# EDA for Amazon Stars vs Sentiment

---

This notebook explores the relationship between Amazon review star ratings and sentiment analysis scores. It loads a large sample of reviews, computes sentiment using DistilBERT, and visualizes the alignment (or divergence) between written sentiment and star ratings.

In [None]:
# ------------------------------------------------------------
# 0. Ensure the review slice exists, then load it
# ------------------------------------------------------------
import subprocess, pathlib, pandas as pd, sys, textwrap

CATEGORY = "raw_review_Clothing_Shoes_and_Jewelry"   # ← keep the raw_review_ prefix
N_ROWS   = 1_000_000
PARQUET  = pathlib.Path(f"data/{CATEGORY}_{N_ROWS}.parquet")

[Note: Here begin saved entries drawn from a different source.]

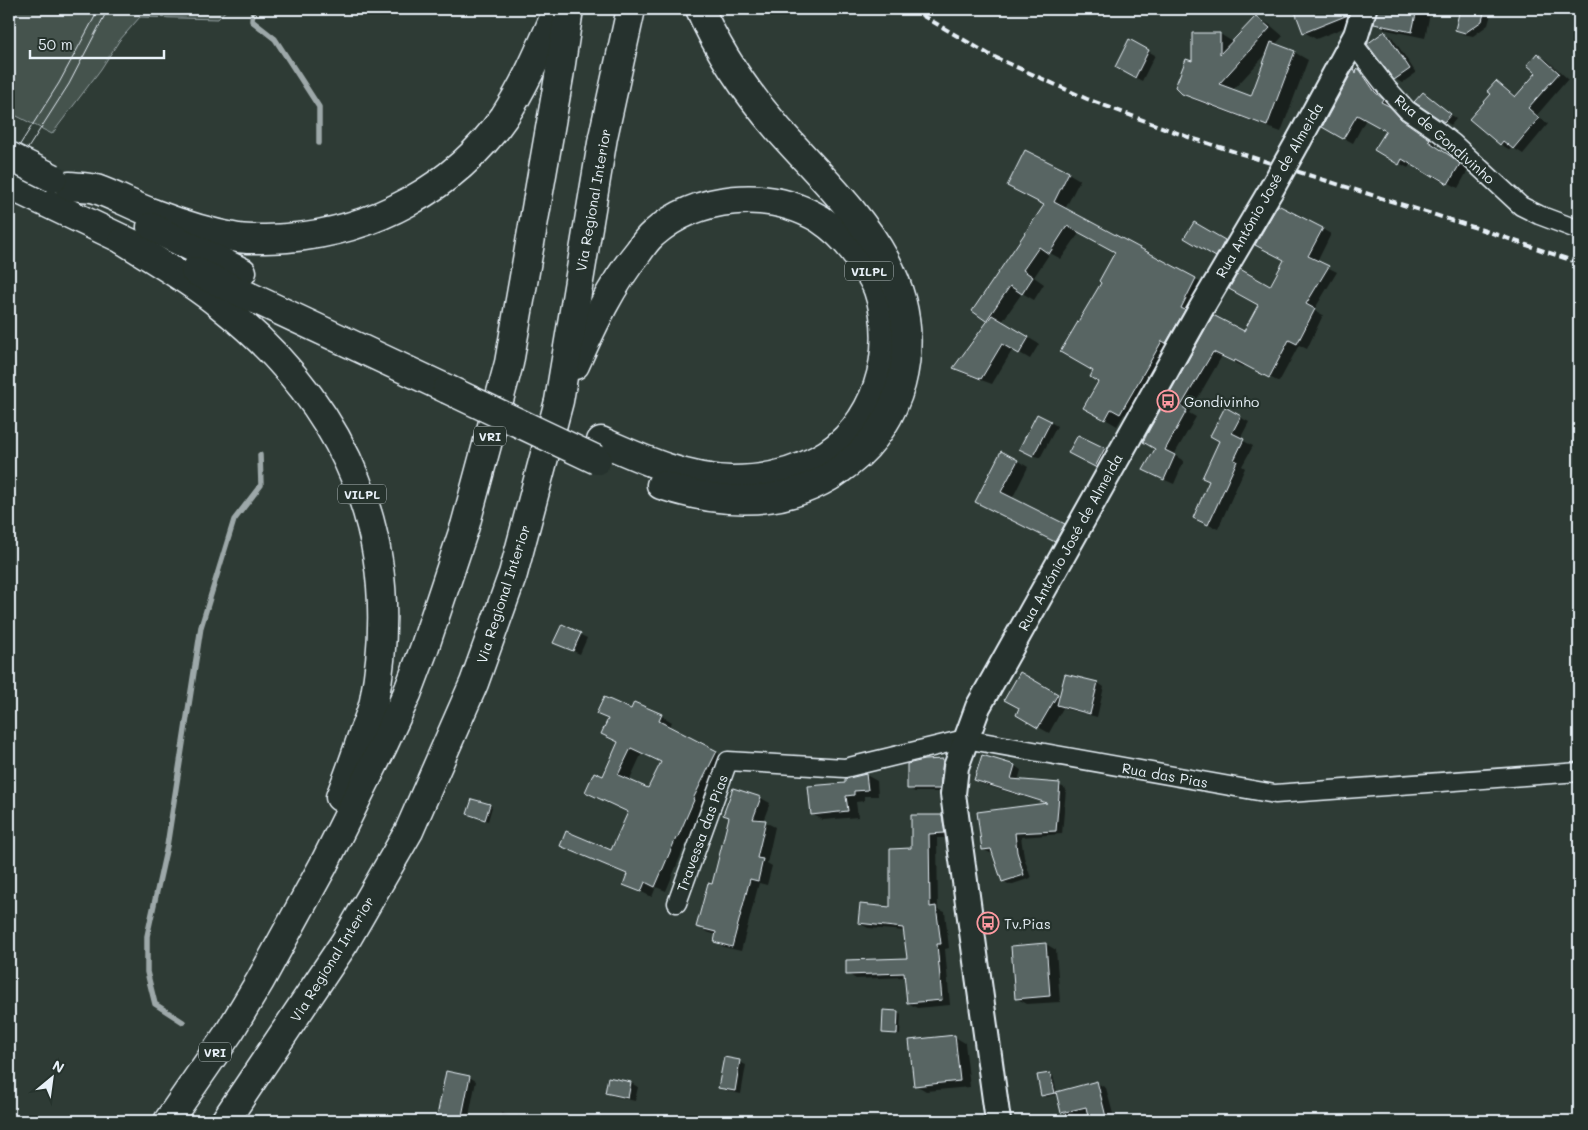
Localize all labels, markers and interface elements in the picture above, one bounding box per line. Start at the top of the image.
scale bar [30,28,164,60]
text: 50 m [38,34,73,54]
street label: Rua de Gondivinho [1391,90,1499,188]
street label: Rua António José de Almeida [1211,99,1327,281]
street label: Via Regional Interior [571,127,615,273]
road number: VILPL [845,262,893,280]
bus stop icon: Gondivinho [1156,389,1180,413]
place label: Gondivinho [1184,392,1259,411]
road number: VRI [474,426,506,446]
street label: Rua António José de Almeida [1013,450,1127,634]
road number: VILPL [338,484,386,504]
street label: Via Regional Interior [472,522,534,666]
street label: Rua das Pias [1120,758,1210,792]
street label: Travessa das Pias [672,772,732,894]
street label: Via Regional Interior [286,893,378,1025]
bus stop icon: Tv.Pias [976,911,1000,935]
place label: Tv.Pias [1004,914,1051,933]
road number: VRI [199,1042,231,1062]
north arrow [28,1052,78,1102]
text: N [49,1055,68,1077]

# If the file is missing, run data/get_data.py to create it
if not PARQUET.exists():
    print("🔄 Parquet not found – running data/get_data.py …")
    try:
        import os
        script_path = os.path.abspath(os.path.join(os.path.dirname(__file__) if "__file__" in globals() else os.getcwd(), "..", "data", "get_data.py"))
        subprocess.run(
            [
                sys.executable,
                script_path,
                "--category", CATEGORY,
                "--rows", str(N_ROWS)
            ],
            check=True,
            capture_output=True,
            text=True
        )
    except subprocess.CalledProcessError as e:
        print("❌ get_data.py failed")
        print(textwrap.indent(e.stderr or "", "    "))
        raise

    if not PARQUET.exists():
        raise FileNotFoundError("Download script finished, but Parquet still missing.")

# Load the dataset
print(f"✅ Loading {PARQUET}")
df = pd.read_parquet(PARQUET)
df.head()


🔄 Parquet not found – running data/get_data.py …


## A. Load Parquet

In [None]:
# Already loaded above. DataFrame: df

## B. Plot star distribution → results/star_counts.png

In [None]:
import matplotlib.pyplot as plt
import seaborn as sns

sns.countplot(x='star_rating', data=df)
plt.title('Star Rating Distribution')
plt.savefig('results/star_counts.png')
plt.show()

## C. DistilBERT SST-2 sentiment → sent_score column

In [None]:
from transformers import pipeline
sent_clf = pipeline('sentiment-analysis')
df['sent_score'] = df['review_body'].apply(lambda x: sent_clf(x)[0]['score'])  # This may take a while!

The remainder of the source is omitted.